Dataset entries

★ ★ ★ ★ ★

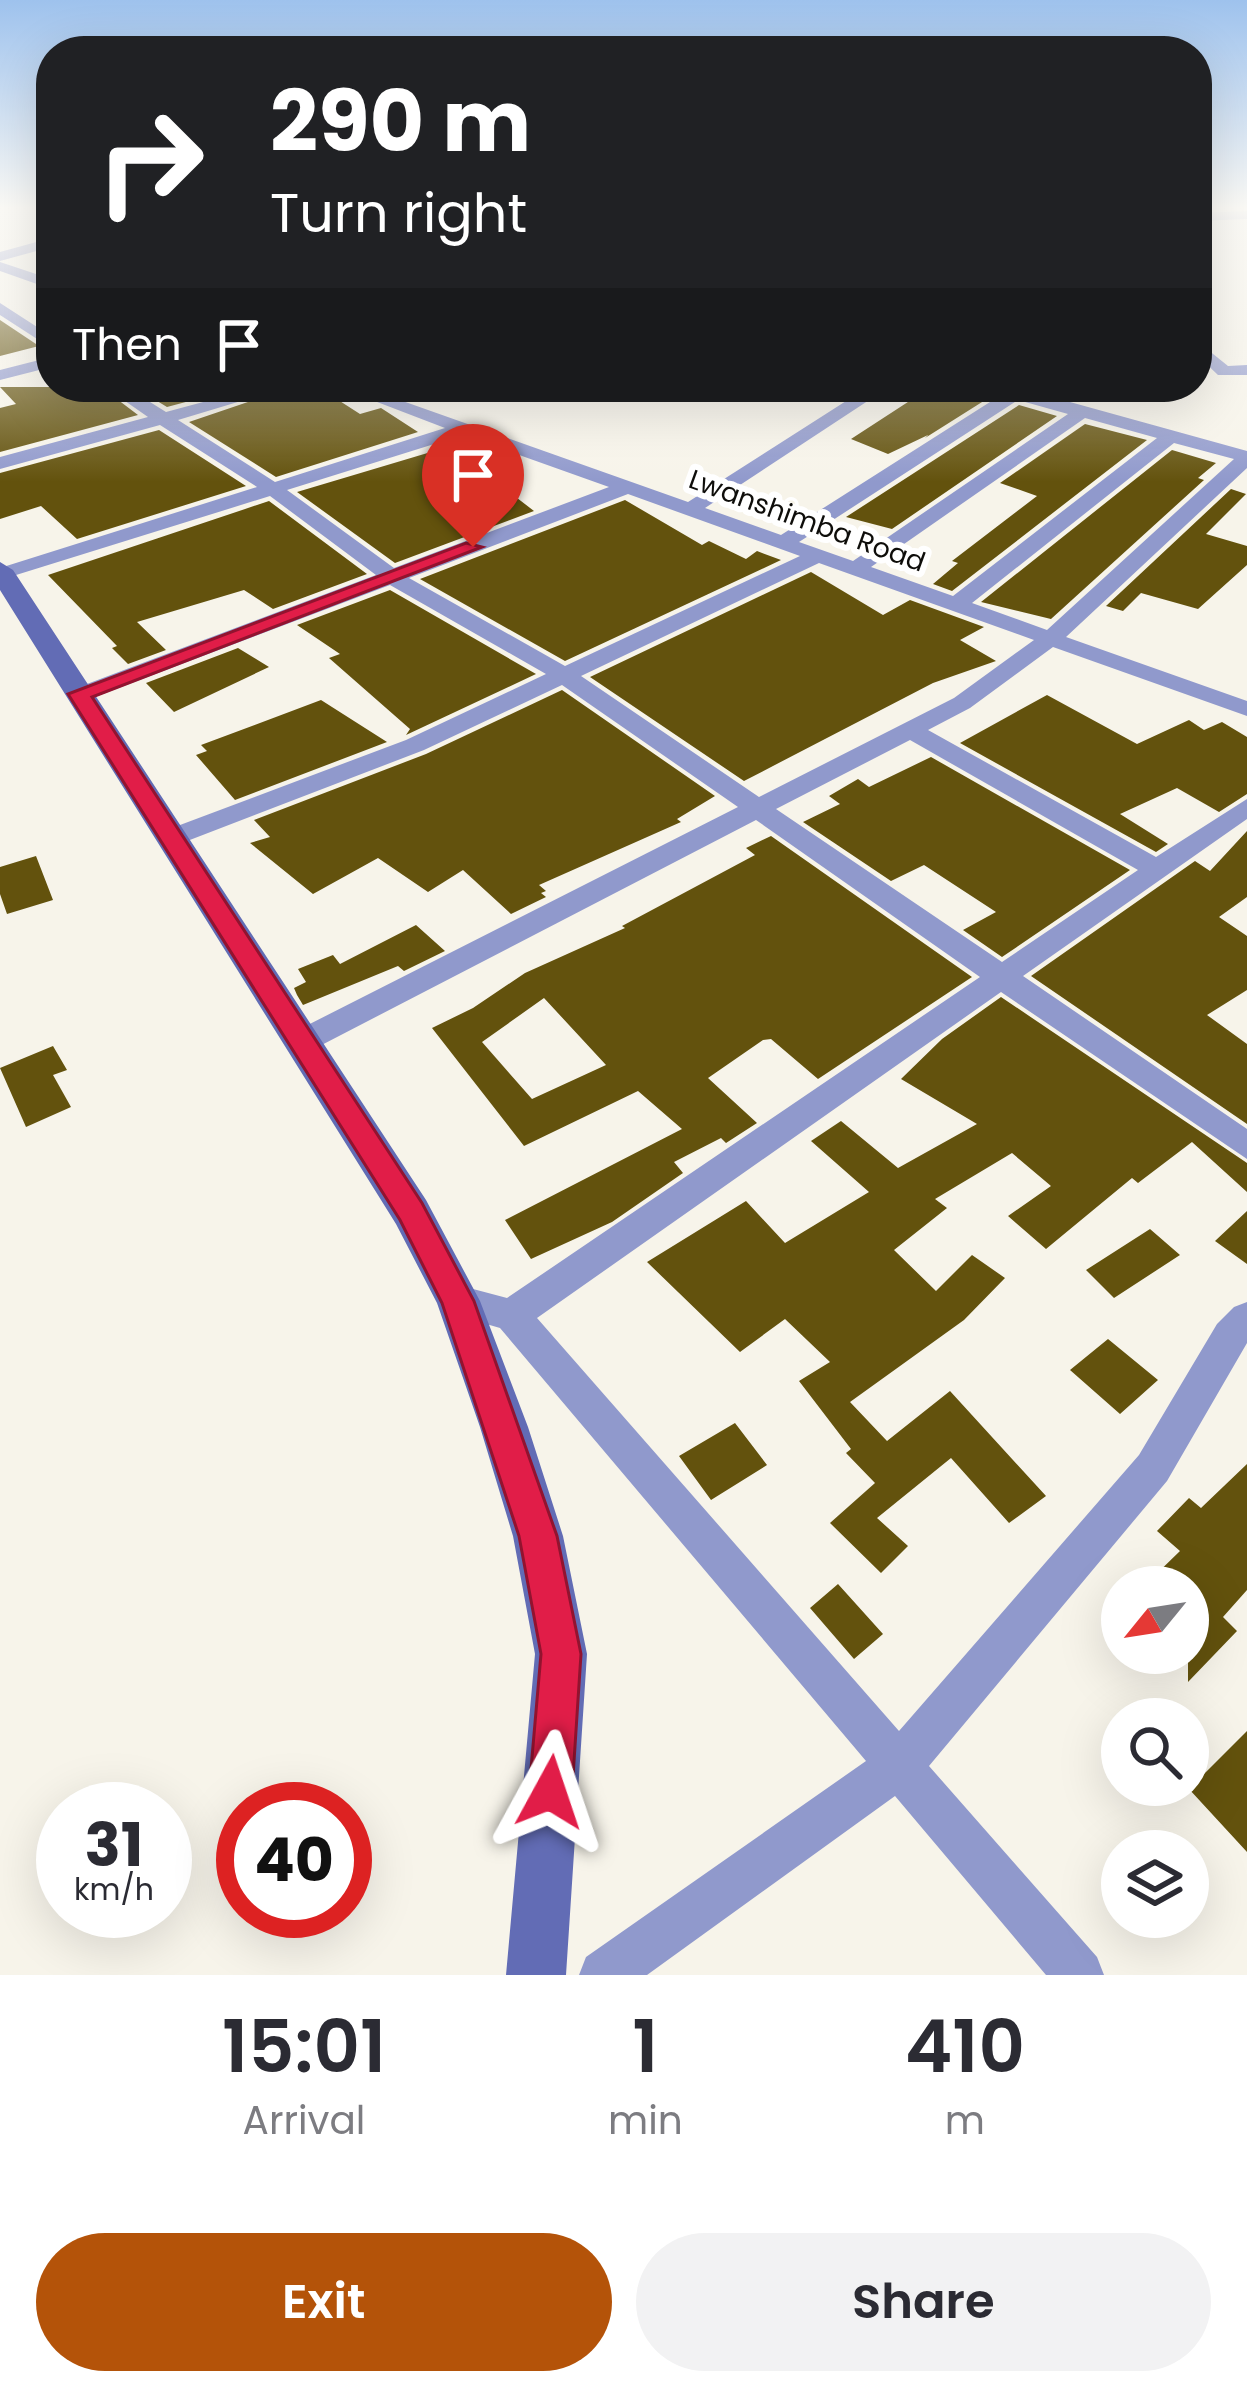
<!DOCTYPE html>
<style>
body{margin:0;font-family:Poppins,sans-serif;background:#f2f2f3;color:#2b2b33;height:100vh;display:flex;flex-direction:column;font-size:45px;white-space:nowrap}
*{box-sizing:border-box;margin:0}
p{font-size:39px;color:#7c7c81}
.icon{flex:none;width:66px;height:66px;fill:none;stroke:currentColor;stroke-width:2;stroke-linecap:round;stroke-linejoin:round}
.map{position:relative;height:1975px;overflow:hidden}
.panel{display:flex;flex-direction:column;background:#fff;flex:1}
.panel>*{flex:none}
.banner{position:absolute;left:36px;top:36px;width:1176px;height:366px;border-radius:48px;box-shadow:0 12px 48px #0002;background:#202124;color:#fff;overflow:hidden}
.needle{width:78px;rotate:240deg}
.buttons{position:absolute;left:1101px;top:1566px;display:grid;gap:24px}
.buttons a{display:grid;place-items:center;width:108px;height:108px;border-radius:50%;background:#fff;box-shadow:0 12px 48px #0002;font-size:60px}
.speed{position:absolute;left:36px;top:1782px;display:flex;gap:24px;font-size:60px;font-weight:700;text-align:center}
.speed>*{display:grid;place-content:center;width:156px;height:156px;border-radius:50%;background:#fff;box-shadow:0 12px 48px #0002;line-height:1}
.speed small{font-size:30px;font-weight:400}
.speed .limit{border:18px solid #d22;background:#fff;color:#111}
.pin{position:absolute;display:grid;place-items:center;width:102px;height:102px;color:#fff;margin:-123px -51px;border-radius:50% 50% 50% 0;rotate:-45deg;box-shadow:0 0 12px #0007}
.pin .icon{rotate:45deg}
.me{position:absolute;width:132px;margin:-66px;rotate:5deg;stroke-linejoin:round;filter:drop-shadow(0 0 9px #0008)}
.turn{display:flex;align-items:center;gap:42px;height:252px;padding:0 36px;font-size:54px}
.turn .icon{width:156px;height:156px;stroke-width:2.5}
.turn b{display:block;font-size:84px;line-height:102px}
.then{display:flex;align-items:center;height:114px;padding:0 36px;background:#0003;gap:24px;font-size:45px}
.eta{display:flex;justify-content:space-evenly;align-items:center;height:204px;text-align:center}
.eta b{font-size:72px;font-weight:600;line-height:84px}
.action{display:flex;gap:24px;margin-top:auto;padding:24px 36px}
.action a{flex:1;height:138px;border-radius:72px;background:#b45309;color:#fff;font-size:48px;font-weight:600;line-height:138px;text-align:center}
.action a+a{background:#f2f2f3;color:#2b2b33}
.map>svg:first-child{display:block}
.building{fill:#63520d;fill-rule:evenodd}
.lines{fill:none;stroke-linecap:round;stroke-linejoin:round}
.street{fill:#9099cc;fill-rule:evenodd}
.secondary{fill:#626cb5;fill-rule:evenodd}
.route{fill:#e11d48;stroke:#92132f;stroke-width:3}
.labels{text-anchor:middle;stroke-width:12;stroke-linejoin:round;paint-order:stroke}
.far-street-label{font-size:27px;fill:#0e0d0a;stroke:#fff}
</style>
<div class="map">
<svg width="1247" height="1975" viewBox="0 0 1247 1975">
<rect width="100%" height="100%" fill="#f7f4ea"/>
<path class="building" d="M 0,320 L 39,346 L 0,356 Z
M 0,387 L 101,387 L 138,415 L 0,452 L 0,408 L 16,404 Z
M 134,387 L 242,387 L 167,407 Z
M 292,387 L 318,387 L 360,414 L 381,408 L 418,432 L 276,477 L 189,422 Z
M 931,387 L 987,387 L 990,397 L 925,438 L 928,435 L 888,454 L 851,439 Z
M 1019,405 L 1057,416 L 892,529 L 846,517 Z
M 1085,424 L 1147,440 L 952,591 L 933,584 L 958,563 L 952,561 L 1037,496 L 1000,483 Z
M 159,430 L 246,486 L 77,539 L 41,506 L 0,519 L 0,473 Z
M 461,443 L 495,464 L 486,467 L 493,471 L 486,474 L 534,511 L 395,563 L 297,492 Z
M 1172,450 L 1216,463 L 1198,478 L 1204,480 L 1051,619 L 981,602 Z
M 1231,489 L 1246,494 L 1206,534 L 1247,546 L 1247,565 L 1198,609 L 1141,593 L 1123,611 L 1106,606 Z
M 625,500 L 702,545 L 709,541 L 746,559 L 757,551 L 781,560 L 565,661 L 420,579 Z
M 269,501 L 367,574 L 273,609 L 244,590 L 137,622 L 166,650 L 128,664 L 112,648 L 117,646 L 48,575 Z
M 811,572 L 883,615 L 910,600 L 984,627 L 960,640 L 996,661 L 933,683 L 744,781 L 590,677 Z
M 390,590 L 536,674 L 406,735 L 410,729 L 329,658 L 340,654 L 297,625 Z
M 238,648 L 269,667 L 174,712 L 146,683 Z
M 562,690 L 715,796 L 677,819 L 681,822 L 539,885 L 546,891 L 541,893 L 546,897 L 511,914 L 463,870 L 428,892 L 378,858 L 313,894 L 250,843 L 270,837 L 254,820 L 426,754 Z
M 1047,695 L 1137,744 L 1189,720 L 1204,730 L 1222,722 L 1247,737 L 1247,794 L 1219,812 L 1177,788 L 1120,814 L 1168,844 L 1156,852 L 960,743 Z
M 321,700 L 387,742 L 235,800 L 196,755 L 207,751 L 201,745 Z
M 931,757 L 1130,870 L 1002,957 L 963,930 L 996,912 L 924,865 L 891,881 L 803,822 L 840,804 L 829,796 L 858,779 L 869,787 Z
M 1247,831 L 1247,897 L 1219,917 L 1247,936 L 1247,990 L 1207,1015 L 1247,1044 L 1247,1124 L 1031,976 L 1195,861 L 1210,871 Z
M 771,836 L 972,977 L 818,1079 L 771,1039 L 763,1040 L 708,1078 L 757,1123 L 726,1143 L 721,1138 L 674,1162 L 683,1173 L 612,1222 L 531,1259 L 505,1220 L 682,1129 L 638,1091 L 524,1146 L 432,1028 L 473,1008 L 525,973 L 625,928 L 622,926 L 755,855 L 746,848 ZM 544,998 L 606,1065 L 532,1099 L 482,1042 Z
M 36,856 L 53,900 L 7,914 L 0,894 L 0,867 Z
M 416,925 L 445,951 L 404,971 L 398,966 L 303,1005 L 297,995 L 294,988 L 306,982 L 298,969 L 333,955 L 340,964 Z
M 1001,997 L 1247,1163 L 1247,1192 L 1192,1142 L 1138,1183 L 1132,1178 L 1046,1249 L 1008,1216 L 1051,1186 L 1012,1153 L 935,1199 L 947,1208 L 894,1250 L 936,1291 L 972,1255 L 1005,1278 L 964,1320 L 850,1402 L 887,1441 L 950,1391 L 1046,1496 L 1009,1523 L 951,1458 L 877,1518 L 908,1546 L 881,1573 L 830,1523 L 875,1483 L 846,1453 L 851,1449 L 799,1381 L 830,1362 L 785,1319 L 740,1352 L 647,1262 L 746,1201 L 785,1243 L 869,1192 L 811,1141 L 841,1121 L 898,1168 L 977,1124 L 901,1079 L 942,1039 Z
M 53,1046 L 67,1070 L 53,1075 L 71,1107 L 26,1127 L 0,1068 Z
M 1247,1211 L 1247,1264 L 1215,1241 Z
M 1150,1229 L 1180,1255 L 1114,1298 L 1086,1270 Z
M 1108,1339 L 1158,1380 L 1120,1414 L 1070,1370 Z
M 735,1423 L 767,1465 L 711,1500 L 679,1456 Z
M 1247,1464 L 1247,1590 L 1223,1617 L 1237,1631 L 1188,1682 L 1188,1587 L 1143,1587 L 1180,1551 L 1157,1531 L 1189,1498 L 1201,1508 Z
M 838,1584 L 883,1634 L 854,1659 L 810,1608 Z
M 1247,1731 L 1247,1852 L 1189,1789 Z"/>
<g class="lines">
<path class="street" d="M 1247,211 L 1247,219 L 1197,221 L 1197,213 Z
M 51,238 L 51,247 L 0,261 L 0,252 Z
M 0,262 L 51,279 L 51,289 L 0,271 Z
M 0,303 L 51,336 L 51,348 L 0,315 Z
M 1197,341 L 1228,366 L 1247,365 L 1247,375 L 1218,375 L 1197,355 Z
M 51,357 L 51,367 L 0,380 L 0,370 Z
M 105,387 L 126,387 L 166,412 L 259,387 L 288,387 L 178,420 L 275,482 L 445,428 L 338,387 L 363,387 L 688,502 L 868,387 L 889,387 L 705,508 L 781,535 L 1001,395 L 992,393 L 991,387 L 1023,389 L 1247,451 L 1247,468 L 1066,637 L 1247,701 L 1247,716 L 1053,647 L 970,708 L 928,730 L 1156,857 L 1247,799 L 1247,819 L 1023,976 L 1247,1129 L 1247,1159 L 1001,992 L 537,1318 L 899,1731 L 1139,1455 L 1217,1324 L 1234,1307 L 1247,1302 L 1247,1343 L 1167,1481 L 929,1766 L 1097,1957 L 1104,1975 L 1046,1975 L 895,1796 L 647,1975 L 579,1975 L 586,1957 L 866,1761 L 500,1328 L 445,1312 L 440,1301 L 445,1290 L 458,1285 L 507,1298 L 980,977 L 756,820 L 312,1050 L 290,1050 L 285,1042 L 290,1034 L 738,807 L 562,685 L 424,750 L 182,843 L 164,843 L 160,837 L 164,831 L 406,740 L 546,674 L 390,585 L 87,700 L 71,700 L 71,690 L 376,575 L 270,496 L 0,580 L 0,568 L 257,487 L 160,425 L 0,469 L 0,457 L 148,417 ZM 1018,400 L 1068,414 L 853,561 L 799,542 ZM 1085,418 L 1157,438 L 953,596 L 871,567 ZM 463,435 L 609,487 L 394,568 L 287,490 ZM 1174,443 L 1234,459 L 1047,630 L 972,603 ZM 628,494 L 800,556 L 565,666 L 409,578 ZM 819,563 L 1034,640 L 954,698 L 759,797 L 581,676 ZM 910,740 L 1138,870 L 1002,962 L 776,809 Z"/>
<path class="secondary" d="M 0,562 L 13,570 L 426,1200 L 480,1301 L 528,1427 L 563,1536 L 587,1654 L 566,1975 L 506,1975 L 535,1654 L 513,1536 L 480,1427 L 437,1303 L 396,1224 L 0,590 Z"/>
</g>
<linearGradient id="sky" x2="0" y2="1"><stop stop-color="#9ec2ed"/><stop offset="0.43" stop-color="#fbfaf6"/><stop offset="1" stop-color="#fbfaf6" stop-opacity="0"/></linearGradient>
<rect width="1247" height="482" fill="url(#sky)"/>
<path class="route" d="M 466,543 L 482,547 L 92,697 L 422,1203 L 474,1301 L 557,1536 L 581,1654 L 572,1792 L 565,1807 L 550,1813 L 535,1807 L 529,1792 L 541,1654 L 519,1536 L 442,1303 L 400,1220 L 68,694 Z"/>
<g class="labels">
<g class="far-street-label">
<text transform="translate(807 521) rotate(20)" y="9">Lwanshimba Road</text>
</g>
</g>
</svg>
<div class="buttons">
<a><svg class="needle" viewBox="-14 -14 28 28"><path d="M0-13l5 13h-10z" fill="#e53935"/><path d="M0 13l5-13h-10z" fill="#7c7c81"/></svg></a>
<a><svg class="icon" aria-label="search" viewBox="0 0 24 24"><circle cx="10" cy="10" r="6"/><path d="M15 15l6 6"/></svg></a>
<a><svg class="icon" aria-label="layers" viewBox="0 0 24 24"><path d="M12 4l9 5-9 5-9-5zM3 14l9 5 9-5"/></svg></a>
</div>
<div class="speed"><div>31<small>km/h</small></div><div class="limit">40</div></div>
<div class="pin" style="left:473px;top:547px;background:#d93025"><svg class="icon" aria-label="arrive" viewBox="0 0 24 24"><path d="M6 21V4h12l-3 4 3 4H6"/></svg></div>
<svg class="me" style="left:550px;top:1792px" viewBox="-20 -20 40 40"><path d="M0-17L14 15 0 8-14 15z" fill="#e11d48" stroke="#fff" stroke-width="4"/></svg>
<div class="banner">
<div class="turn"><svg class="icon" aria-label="right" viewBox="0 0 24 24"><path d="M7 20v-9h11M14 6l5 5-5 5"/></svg><div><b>290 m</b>Turn right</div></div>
<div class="then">Then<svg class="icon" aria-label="arrive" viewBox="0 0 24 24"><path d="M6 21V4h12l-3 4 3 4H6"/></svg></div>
</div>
</div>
<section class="panel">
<div class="eta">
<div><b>15:01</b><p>Arrival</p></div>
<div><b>1</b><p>min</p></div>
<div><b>410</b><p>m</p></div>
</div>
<div class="action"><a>Exit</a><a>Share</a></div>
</section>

★ ★ ★ ★ ★

● **Directions**
Only one span of lines is wanted: the line with "<div><b>15:01</b><p>Arrival</p></div>" and every line after it to the end of the entries, output exactly.

● **Reply**
<div><b>15:01</b><p>Arrival</p></div>
<div><b>1</b><p>min</p></div>
<div><b>410</b><p>m</p></div>
</div>
<div class="action"><a>Exit</a><a>Share</a></div>
</section>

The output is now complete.